2) Install requirements (important)

Use ComfyUI’s embedded python if you’re on Portable:

Windows Portable

cd <ComfyUI_root>
python_embeded\python.exe -m pip install -r ComfyUI\custom_nodes\ComfyUI-QwenTTS\requirements.txt --no-cache-dir

macOS/Linux (typical)

python3 -m pip install -r ComfyUI/custom_nodes/ComfyUI-QwenTTS/requirements.txt --no-cache-dir

3) Import workflow

  • Import: example_workflows/QwenTTS_sample_workflow.json
  • Run it once (first run is slower due to model download + warmup)

Features

  • Custom Voice (preset speakers): easy, high-quality TTS with 9 timbres.
  • Voice Design: create voices using a natural-language description.
  • Voice Clone: clone from reference audio + transcript, or reuse a saved VOICE.
  • Multi‑Device: auto select CUDA → MPS → CPU.
  • Local‑First models: prefer ComfyUI/models/TTS/Qwen3-TTS/.
  • Tools bundle: Create/Load Voice, Whisper STT, Voice Instruct presets, Text Token Count.
  • Advanced control nodes: sampling, max_new_tokens, attention backend, unload.

Model Overview (Qwen3-TTS)

  • Languages: Chinese, English, Japanese, Korean, German, French, Russian, Portuguese, Spanish, Italian.
  • Instruction control: Supports voice style control via natural-language instructions.
  • Tokenizer: Uses Qwen3-TTS-Tokenizer-12Hz for speech encoding/decoding.

Model Matrix (12Hz)

Model Size Features Streaming Instruction
CustomVoice 1.7B 9 premium timbres, style control
VoiceDesign 1.7B Voice design from descriptions
Base 1.7B 3s rapid voice clone, FT base -
CustomVoice 0.6B 9 premium timbres -
Base 0.6B 3s rapid voice clone -
Tokenizer 12Hz Speech encode/decode - -

Models Download

Models can be auto-downloaded to:

ComfyUI/models/TTS/Qwen3-TTS/<MODEL_NAME>/

Supported model IDs (Hugging Face):

If a model is missing locally, it will be downloaded automatically on first use.

Model Folder Policy

All Qwen3-TTS assets are stored in one consistent location:

ComfyUI/models/TTS/Qwen3-TTS/<MODEL_NAME>/

This node will not download or create model folders elsewhere.

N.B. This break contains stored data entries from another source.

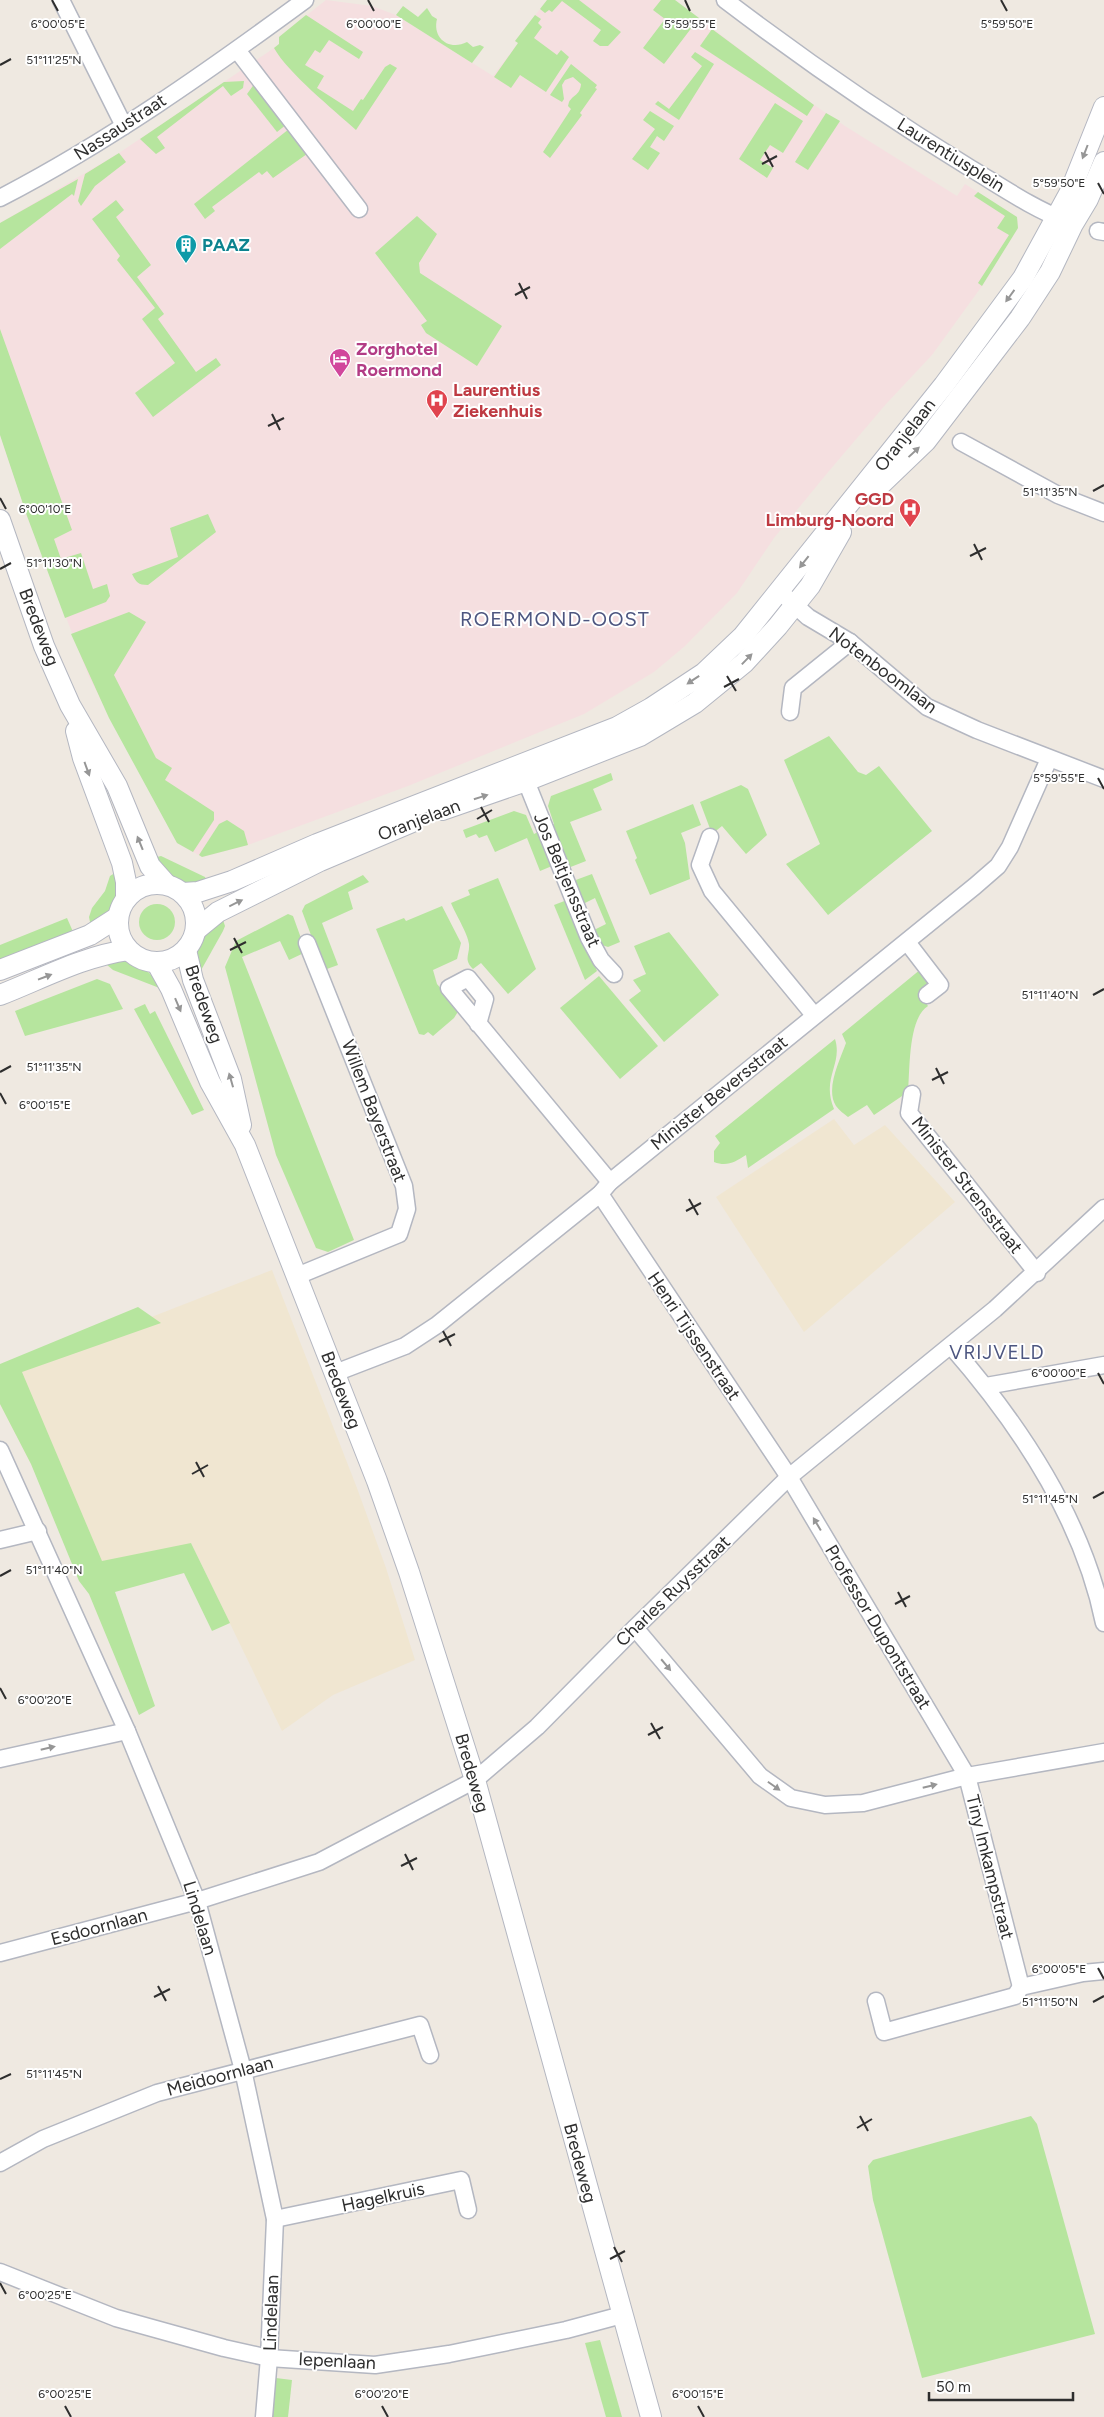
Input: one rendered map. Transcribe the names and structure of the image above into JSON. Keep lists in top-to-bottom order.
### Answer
{
  "streets": {
    "street": [
      "Nassaustraat",
      "Laurentiusplein",
      "Oranjelaan",
      "Bredeweg",
      "Notenboomlaan",
      "Jos Beltjensstraat",
      "Minister Beversstraat",
      "Willem Bayerstraat",
      "Minister Strensstraat",
      "Henri Tijssenstraat",
      "Charles Ruysstraat",
      "Professor Dupontstraat",
      "Tiny Imkampstraat",
      "Lindelaan",
      "Esdoornlaan",
      "Meidoornlaan",
      "Hagelkruis",
      "Iepenlaan"
    ]
  },
  "crossings": [
    ["Laurentiusplein", "Oranjelaan"],
    ["Oranjelaan", "Bredeweg"],
    ["Oranjelaan", "Notenboomlaan"],
    ["Oranjelaan", "Jos Beltjensstraat"],
    ["Bredeweg", "Minister Beversstraat"],
    ["Bredeweg", "Willem Bayerstraat"],
    ["Bredeweg", "Charles Ruysstraat"],
    ["Bredeweg", "Iepenlaan"],
    ["Notenboomlaan", "Minister Beversstraat"],
    ["Minister Beversstraat", "Henri Tijssenstraat"],
    ["Minister Strensstraat", "Charles Ruysstraat"],
    ["Henri Tijssenstraat", "Charles Ruysstraat"],
    ["Henri Tijssenstraat", "Professor Dupontstraat"],
    ["Charles Ruysstraat", "Professor Dupontstraat"],
    ["Charles Ruysstraat", "Lindelaan"],
    ["Charles Ruysstraat", "Esdoornlaan"],
    ["Professor Dupontstraat", "Tiny Imkampstraat"],
    ["Lindelaan", "Esdoornlaan"],
    ["Lindelaan", "Meidoornlaan"],
    ["Lindelaan", "Hagelkruis"],
    ["Lindelaan", "Iepenlaan"]
  ],
  "one_way": ["Professor Dupontstraat"],
  "districts": ["ROERMOND-OOST", "VRIJVELD"],
  "places": {
    "building": ["PAAZ"],
    "hotel": ["Zorghotel Roermond"],
    "hospital": ["Laurentius Ziekenhuis", "GGD Limburg-Noord"]
  },
  "scale_bar": "50 m",
  "coordinates": [
    "6°00'05\"E",
    "6°00'00\"E",
    "5°59'55\"E",
    "5°59'50\"E",
    "51°11'25\"N",
    "51°11'35\"N",
    "6°00'10\"E",
    "51°11'30\"N",
    "51°11'40\"N",
    "6°00'15\"E",
    "51°11'45\"N",
    "6°00'20\"E",
    "51°11'50\"N",
    "6°00'25\"E"
  ]
}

Extra Model Paths (Optional)

If you store models outside the default ComfyUI path, configure ComfyUI’s extra_model_paths.yaml in the ComfyUI root. This node relies on ComfyUI’s standard model path system.

Supported location:

  • ComfyUI/extra_model_paths.yaml

Example (ComfyUI format):

comfyui:
  base_path: D:/AI/ComfyUI-Models
  tts: models/TTS/  # use lowercase `tts`

If your ComfyUI build does not expose a TTS key, keep the default layout ComfyUI/models/TTS/Qwen3-TTS/ and skip this section.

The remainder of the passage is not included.